┌─ INFORMATION
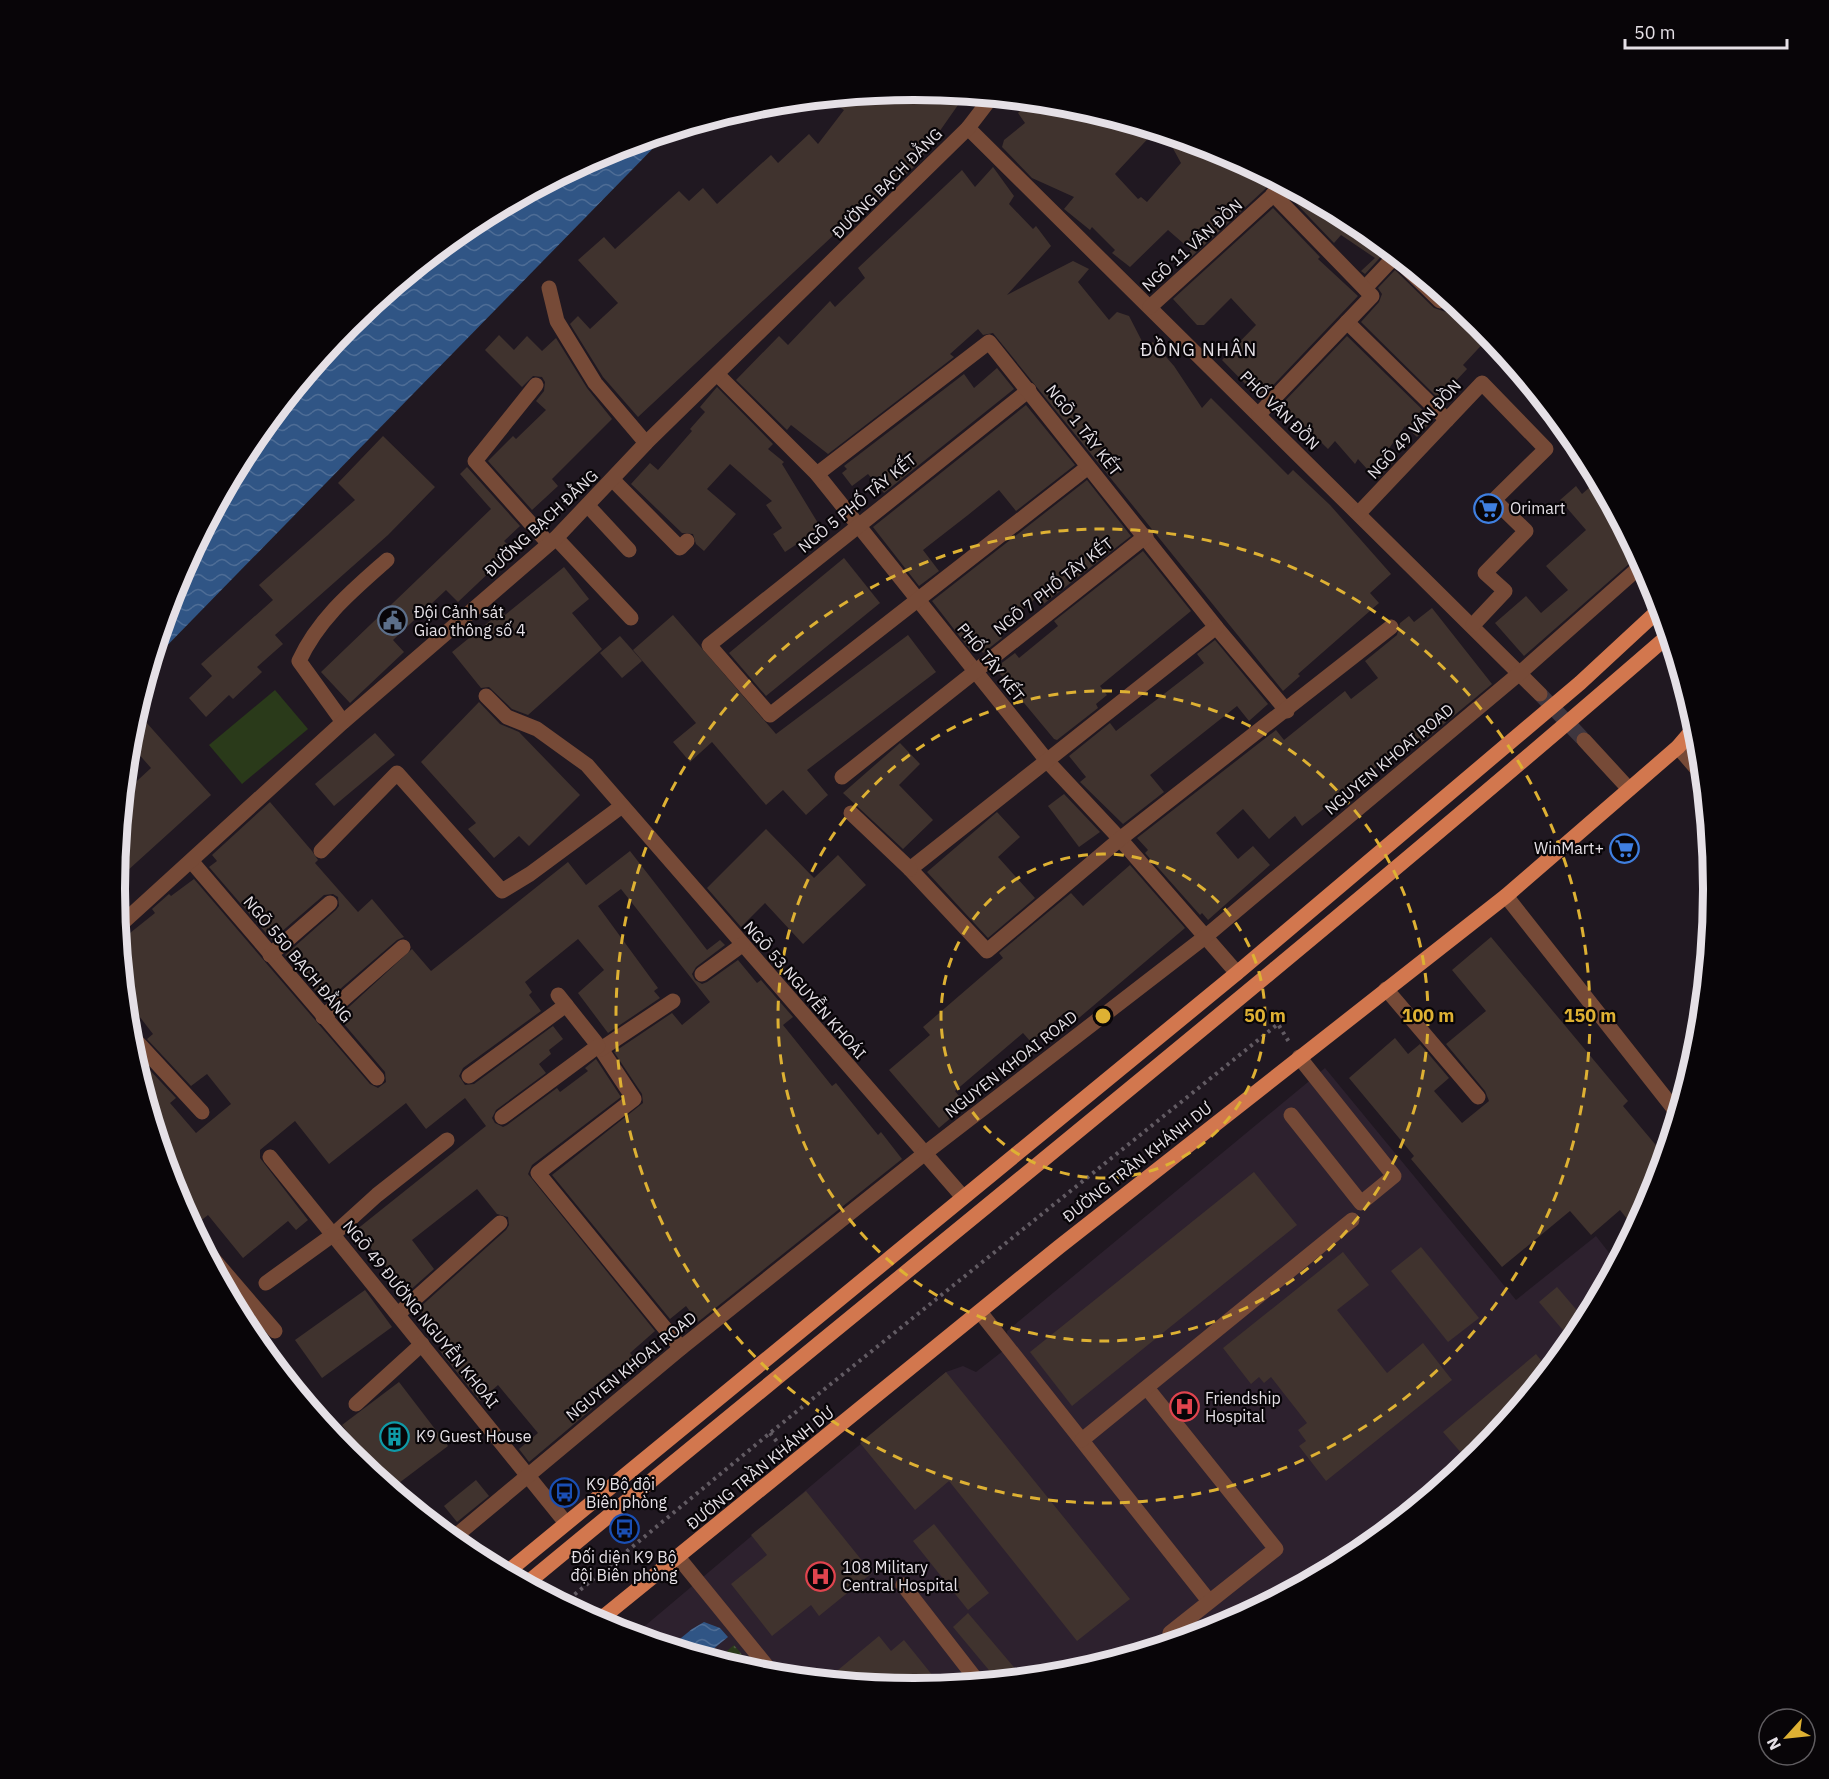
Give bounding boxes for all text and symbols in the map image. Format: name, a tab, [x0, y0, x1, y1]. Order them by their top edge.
scale bar	[1625, 12, 1787, 50]
text: 50 m	[1634, 21, 1676, 44]
street label: ĐƯỜNG BẠCH ĐẰNG	[826, 122, 946, 242]
street label: NGÕ 11 VÂN ĐỒN	[1136, 192, 1246, 295]
district label: ĐỒNG NHÂN	[1140, 335, 1258, 361]
street label: PHỐ VÂN ĐỒN	[1236, 364, 1326, 454]
street label: NGÕ 49 VÂN ĐỒN	[1361, 373, 1465, 483]
street label: NGÕ 1 TÂY KẾT	[1042, 379, 1127, 480]
street label: NGÕ 5 PHỐ TÂY KẾT	[792, 447, 920, 557]
street label: ĐƯỜNG BẠCH ĐẰNG	[478, 463, 602, 581]
supermarket icon: Orimart	[1473, 492, 1505, 524]
place label: Orimart	[1510, 498, 1565, 518]
street label: NGÕ 7 PHỐ TÂY KẾT	[987, 531, 1117, 639]
place label: Đội Cảnh sát Giao thông số 4	[414, 602, 526, 640]
public building icon: Đội Cảnh sát Giao thông số 4	[377, 605, 409, 637]
street label: PHỐ TÂY KẾT	[953, 617, 1031, 705]
street label: NGUYEN KHOAI ROAD	[1320, 699, 1458, 819]
supermarket icon: WinMart+	[1609, 832, 1641, 864]
place label: WinMart+	[1534, 838, 1604, 858]
street label: NGÕ 550 BẠCH ĐẰNG	[239, 890, 359, 1026]
street label: NGÕ 53 NGUYỄN KHOÁI	[739, 915, 872, 1063]
text: 50 m	[1244, 1004, 1286, 1027]
text: 100 m	[1402, 1004, 1454, 1027]
text: 150 m	[1564, 1004, 1616, 1027]
street label: NGUYEN KHOAI ROAD	[941, 1006, 1081, 1122]
centre of rings	[1093, 1006, 1113, 1026]
street label: ĐƯỜNG TRẦN KHÁNH DƯ	[1057, 1096, 1216, 1226]
street label: NGÕ 49 ĐƯỜNG NGUYỄN KHOÁI	[339, 1215, 505, 1412]
street label: NGUYEN KHOAI ROAD	[562, 1307, 700, 1425]
place label: Friendship Hospital	[1205, 1388, 1281, 1426]
hospital icon: Friendship Hospital	[1168, 1391, 1200, 1423]
street label: ĐƯỜNG TRẦN KHÁNH DƯ	[681, 1401, 838, 1534]
building icon: K9 Guest House	[379, 1420, 411, 1452]
place label: K9 Guest House	[416, 1426, 532, 1446]
place label: K9 Bộ đội Biên phòng	[586, 1474, 668, 1512]
bus stop icon: K9 Bộ đội Biên phòng	[549, 1477, 581, 1509]
bus stop icon: Đối diện K9 Bộ đội Biên phòng	[608, 1513, 640, 1545]
place label: Đối diện K9 Bộ đội Biên phòng	[570, 1547, 678, 1585]
place label: 108 Military Central Hospital	[842, 1557, 958, 1595]
hospital icon: 108 Military Central Hospital	[805, 1560, 837, 1592]
north arrow	[1757, 1707, 1817, 1767]
text: N	[1762, 1734, 1785, 1754]

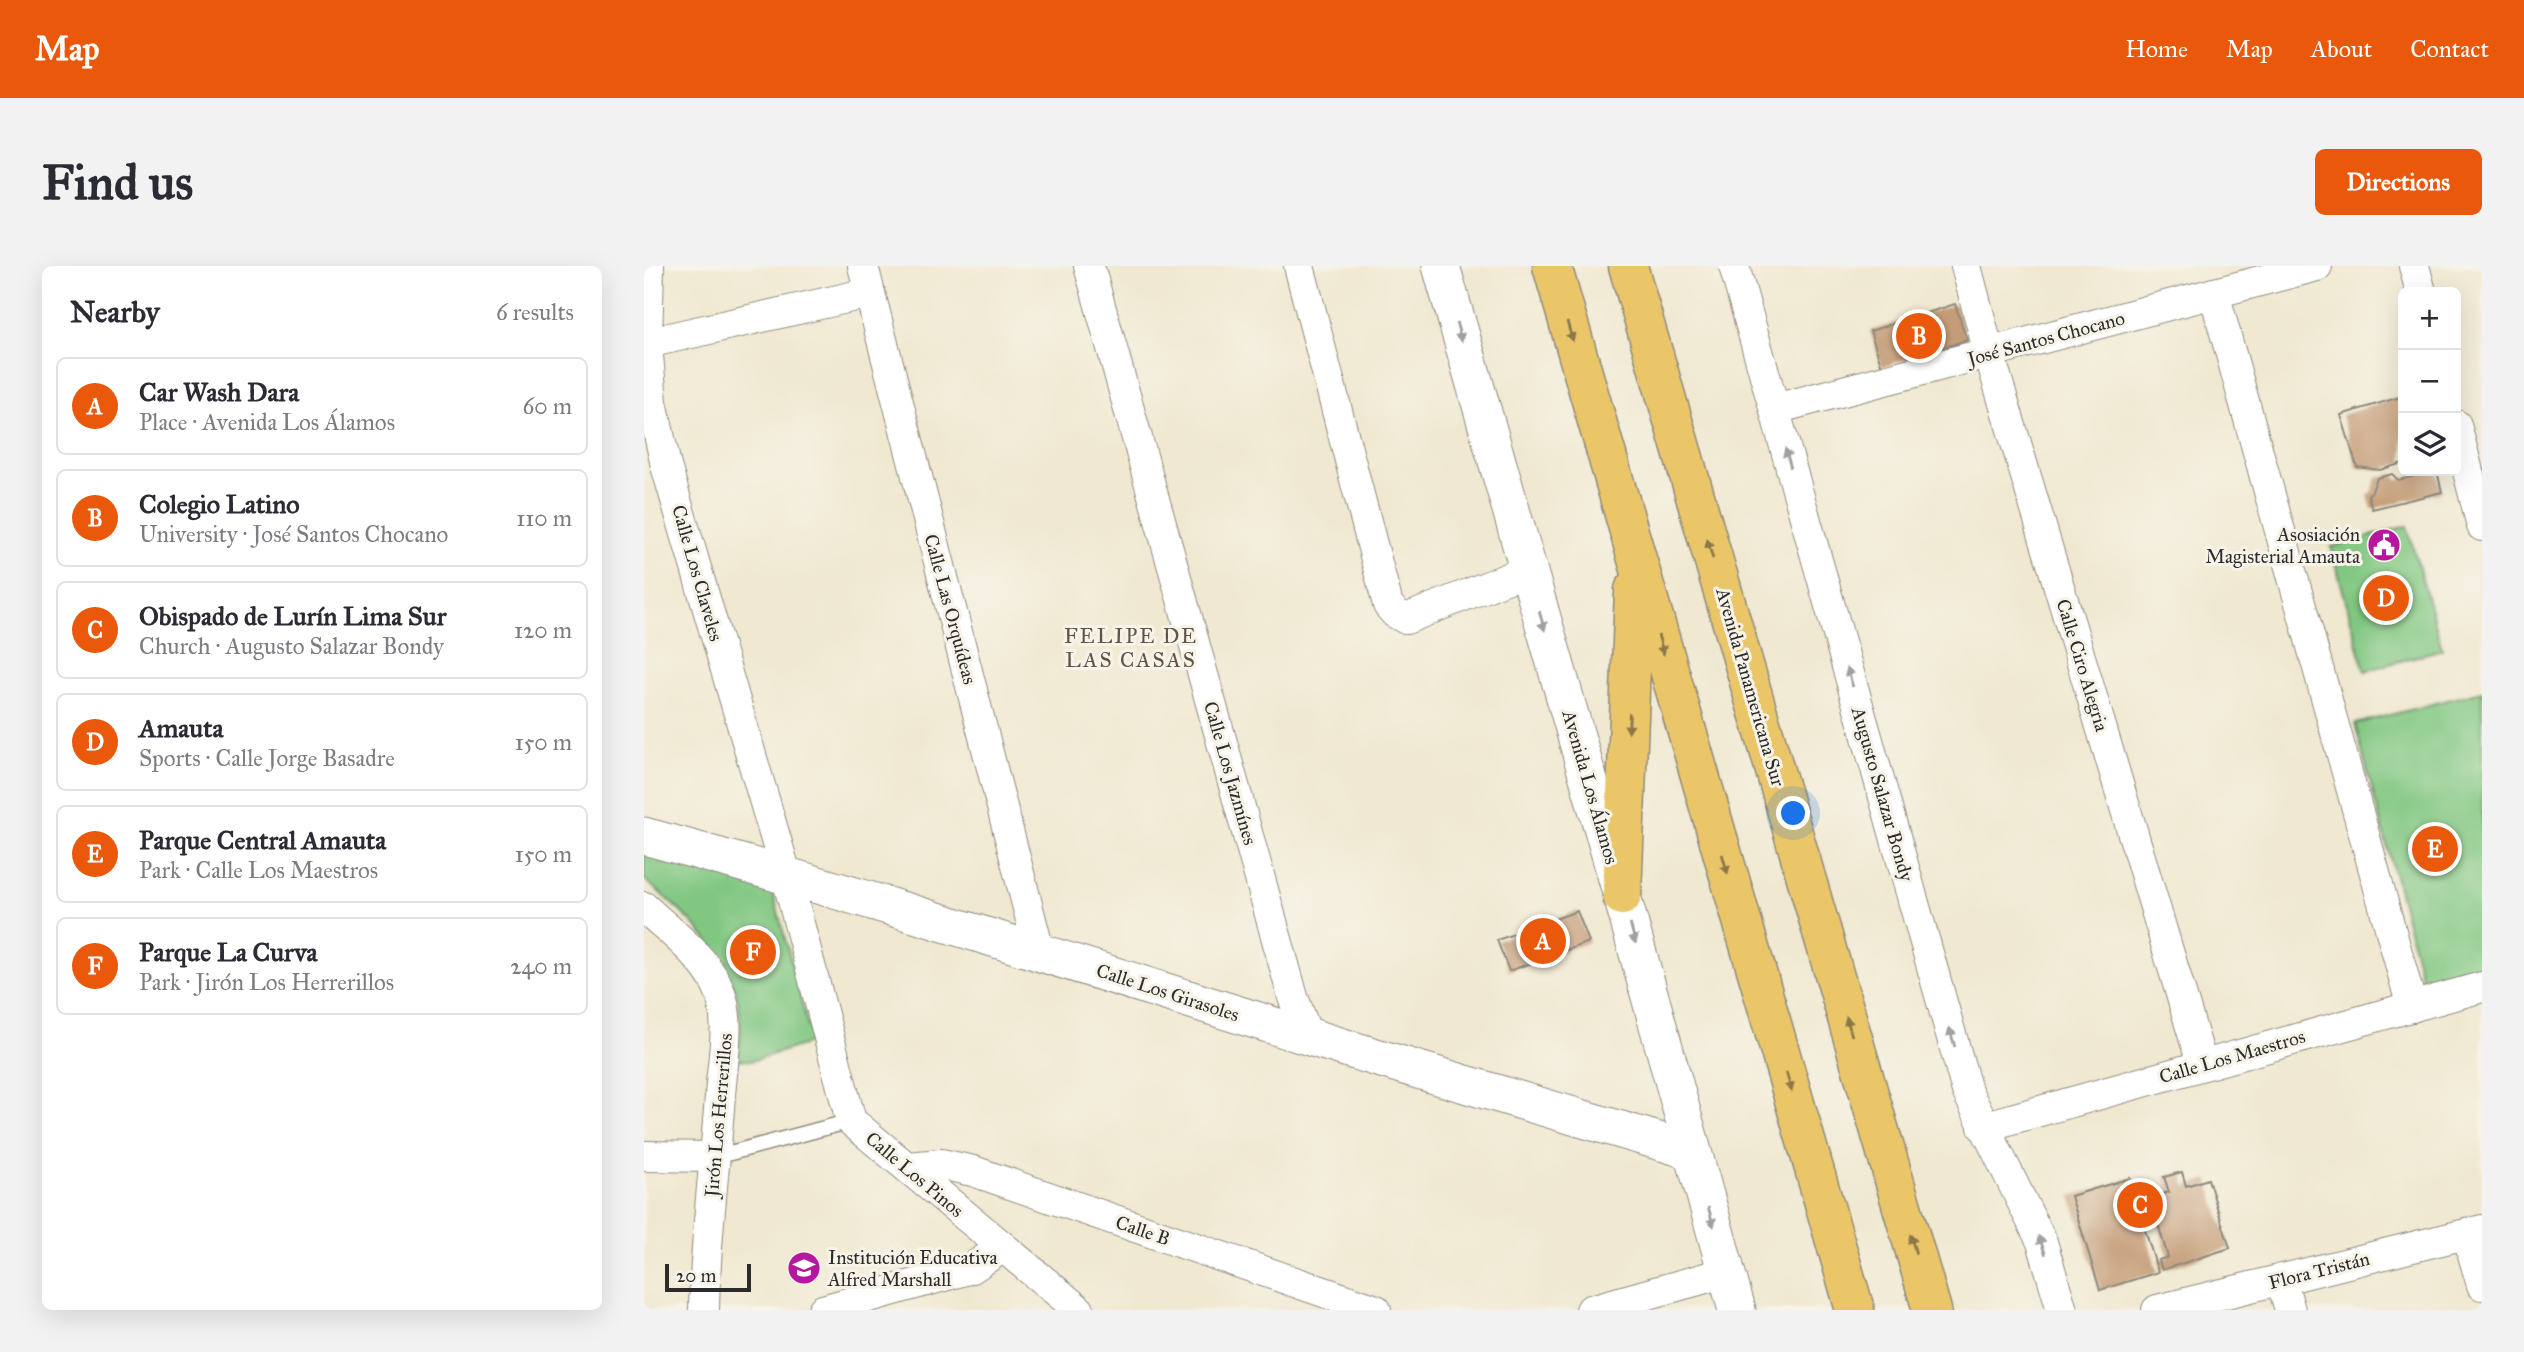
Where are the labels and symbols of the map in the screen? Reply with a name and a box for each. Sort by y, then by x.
street label: José Santos Chocano [1963,306,2128,372]
pin: B [1896,310,1942,362]
one-way arrow [1455,321,1465,342]
one-way arrow [1566,321,1576,342]
one-way arrow [1783,447,1793,468]
street label: Calle Los Claveles [667,502,728,644]
place label: Asosiación Magisterial Amauta [2205,523,2361,569]
public building icon: Asosiación Magisterial Amauta [2365,526,2403,564]
street label: Calle Las Orquídeas [918,531,982,687]
one-way arrow [1705,538,1715,559]
pin: D [2363,572,2409,624]
street label: Avenida Panamericana Sur [1711,584,1790,790]
street label: Calle Ciro Alegria [2051,596,2114,735]
one-way arrow [1538,611,1548,632]
district label: FELIPE DE LAS CASAS [1064,623,1198,673]
one-way arrow [1657,635,1667,656]
one-way arrow [1844,665,1855,687]
street label: Calle Los Jazmínes [1198,699,1262,848]
street label: Augusto Salazar Bondy [1845,703,1919,885]
street label: Avenida Los Álamos [1557,706,1624,867]
one-way arrow [1623,712,1634,734]
your location [1776,796,1810,830]
pin: E [2412,823,2458,875]
one-way arrow [1720,854,1730,875]
pin: A [1520,915,1566,967]
one-way arrow [1628,924,1638,945]
pin: F [730,926,776,978]
street label: Calle Los Girasoles [1094,959,1242,1026]
one-way arrow [1844,1015,1854,1036]
street label: Calle Los Maestros [2156,1025,2308,1088]
one-way arrow [1946,1026,1956,1047]
street label: Jirón Los Herrerillos [700,1032,738,1200]
one-way arrow [1784,1072,1794,1093]
street label: Calle Los Pinos [861,1127,968,1222]
pin: C [2117,1179,2163,1231]
one-way arrow [1706,1206,1717,1228]
street label: Calle B [1113,1211,1173,1250]
one-way arrow [1907,1233,1918,1255]
one-way arrow [2036,1234,2047,1255]
place label: Institución Educativa Alfred Marshall [827,1246,998,1291]
street label: Flora Tristán [2266,1247,2372,1294]
school or university icon: Institución Educativa Alfred Marshall [785,1249,823,1287]
scale bar [665,1261,751,1293]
└─
--- ABOUT THIS EXERCISE ---
Repeat the lines above precisely and skip every picture.

--- EXERCISE RESPONSE ---
Give bounding boxes for all text and symbols in the map image. Format: name, a tab, [x0, y0, x1, y1]. Order them by their top edge.
scale bar	[1625, 12, 1787, 50]
text: 50 m	[1634, 21, 1676, 44]
street label: ĐƯỜNG BẠCH ĐẰNG	[826, 122, 946, 242]
street label: NGÕ 11 VÂN ĐỒN	[1136, 192, 1246, 295]
district label: ĐỒNG NHÂN	[1140, 335, 1258, 361]
street label: PHỐ VÂN ĐỒN	[1236, 364, 1326, 454]
street label: NGÕ 49 VÂN ĐỒN	[1361, 373, 1465, 483]
street label: NGÕ 1 TÂY KẾT	[1042, 379, 1127, 480]
street label: NGÕ 5 PHỐ TÂY KẾT	[792, 447, 920, 557]
street label: ĐƯỜNG BẠCH ĐẰNG	[478, 463, 602, 581]
supermarket icon: Orimart	[1473, 492, 1505, 524]
place label: Orimart	[1510, 498, 1565, 518]
street label: NGÕ 7 PHỐ TÂY KẾT	[987, 531, 1117, 639]
place label: Đội Cảnh sát Giao thông số 4	[414, 602, 526, 640]
public building icon: Đội Cảnh sát Giao thông số 4	[377, 605, 409, 637]
street label: PHỐ TÂY KẾT	[953, 617, 1031, 705]
street label: NGUYEN KHOAI ROAD	[1320, 699, 1458, 819]
supermarket icon: WinMart+	[1609, 832, 1641, 864]
place label: WinMart+	[1534, 838, 1604, 858]
street label: NGÕ 550 BẠCH ĐẰNG	[239, 890, 359, 1026]
street label: NGÕ 53 NGUYỄN KHOÁI	[739, 915, 872, 1063]
text: 50 m	[1244, 1004, 1286, 1027]
text: 100 m	[1402, 1004, 1454, 1027]
text: 150 m	[1564, 1004, 1616, 1027]
street label: NGUYEN KHOAI ROAD	[941, 1006, 1081, 1122]
centre of rings	[1093, 1006, 1113, 1026]
street label: ĐƯỜNG TRẦN KHÁNH DƯ	[1057, 1096, 1216, 1226]
street label: NGÕ 49 ĐƯỜNG NGUYỄN KHOÁI	[339, 1215, 505, 1412]
street label: NGUYEN KHOAI ROAD	[562, 1307, 700, 1425]
place label: Friendship Hospital	[1205, 1388, 1281, 1426]
hospital icon: Friendship Hospital	[1168, 1391, 1200, 1423]
street label: ĐƯỜNG TRẦN KHÁNH DƯ	[681, 1401, 838, 1534]
building icon: K9 Guest House	[379, 1420, 411, 1452]
place label: K9 Guest House	[416, 1426, 532, 1446]
place label: K9 Bộ đội Biên phòng	[586, 1474, 668, 1512]
bus stop icon: K9 Bộ đội Biên phòng	[549, 1477, 581, 1509]
bus stop icon: Đối diện K9 Bộ đội Biên phòng	[608, 1513, 640, 1545]
place label: Đối diện K9 Bộ đội Biên phòng	[570, 1547, 678, 1585]
place label: 108 Military Central Hospital	[842, 1557, 958, 1595]
hospital icon: 108 Military Central Hospital	[805, 1560, 837, 1592]
north arrow	[1757, 1707, 1817, 1767]
text: N	[1762, 1734, 1785, 1754]

Where are the labels and symbols of the map in the screen? Reply with a name and a box for each. Sort by y, then by x.
street label: José Santos Chocano [1963,306,2128,372]
pin: B [1896,310,1942,362]
one-way arrow [1455,321,1465,342]
one-way arrow [1566,321,1576,342]
one-way arrow [1783,447,1793,468]
street label: Calle Los Claveles [667,502,728,644]
place label: Asosiación Magisterial Amauta [2205,523,2361,569]
public building icon: Asosiación Magisterial Amauta [2365,526,2403,564]
street label: Calle Las Orquídeas [918,531,982,687]
one-way arrow [1705,538,1715,559]
pin: D [2363,572,2409,624]
street label: Avenida Panamericana Sur [1711,584,1790,790]
street label: Calle Ciro Alegria [2051,596,2114,735]
one-way arrow [1538,611,1548,632]
district label: FELIPE DE LAS CASAS [1064,623,1198,673]
one-way arrow [1657,635,1667,656]
one-way arrow [1844,665,1855,687]
street label: Calle Los Jazmínes [1198,699,1262,848]
street label: Augusto Salazar Bondy [1845,703,1919,885]
street label: Avenida Los Álamos [1557,706,1624,867]
one-way arrow [1623,712,1634,734]
your location [1776,796,1810,830]
pin: E [2412,823,2458,875]
one-way arrow [1720,854,1730,875]
pin: A [1520,915,1566,967]
one-way arrow [1628,924,1638,945]
pin: F [730,926,776,978]
street label: Calle Los Girasoles [1094,959,1242,1026]
one-way arrow [1844,1015,1854,1036]
street label: Calle Los Maestros [2156,1025,2308,1088]
one-way arrow [1946,1026,1956,1047]
street label: Jirón Los Herrerillos [700,1032,738,1200]
one-way arrow [1784,1072,1794,1093]
street label: Calle Los Pinos [861,1127,968,1222]
pin: C [2117,1179,2163,1231]
one-way arrow [1706,1206,1717,1228]
street label: Calle B [1113,1211,1173,1250]
one-way arrow [1907,1233,1918,1255]
one-way arrow [2036,1234,2047,1255]
place label: Institución Educativa Alfred Marshall [827,1246,998,1291]
street label: Flora Tristán [2266,1247,2372,1294]
school or university icon: Institución Educativa Alfred Marshall [785,1249,823,1287]
scale bar [665,1261,751,1293]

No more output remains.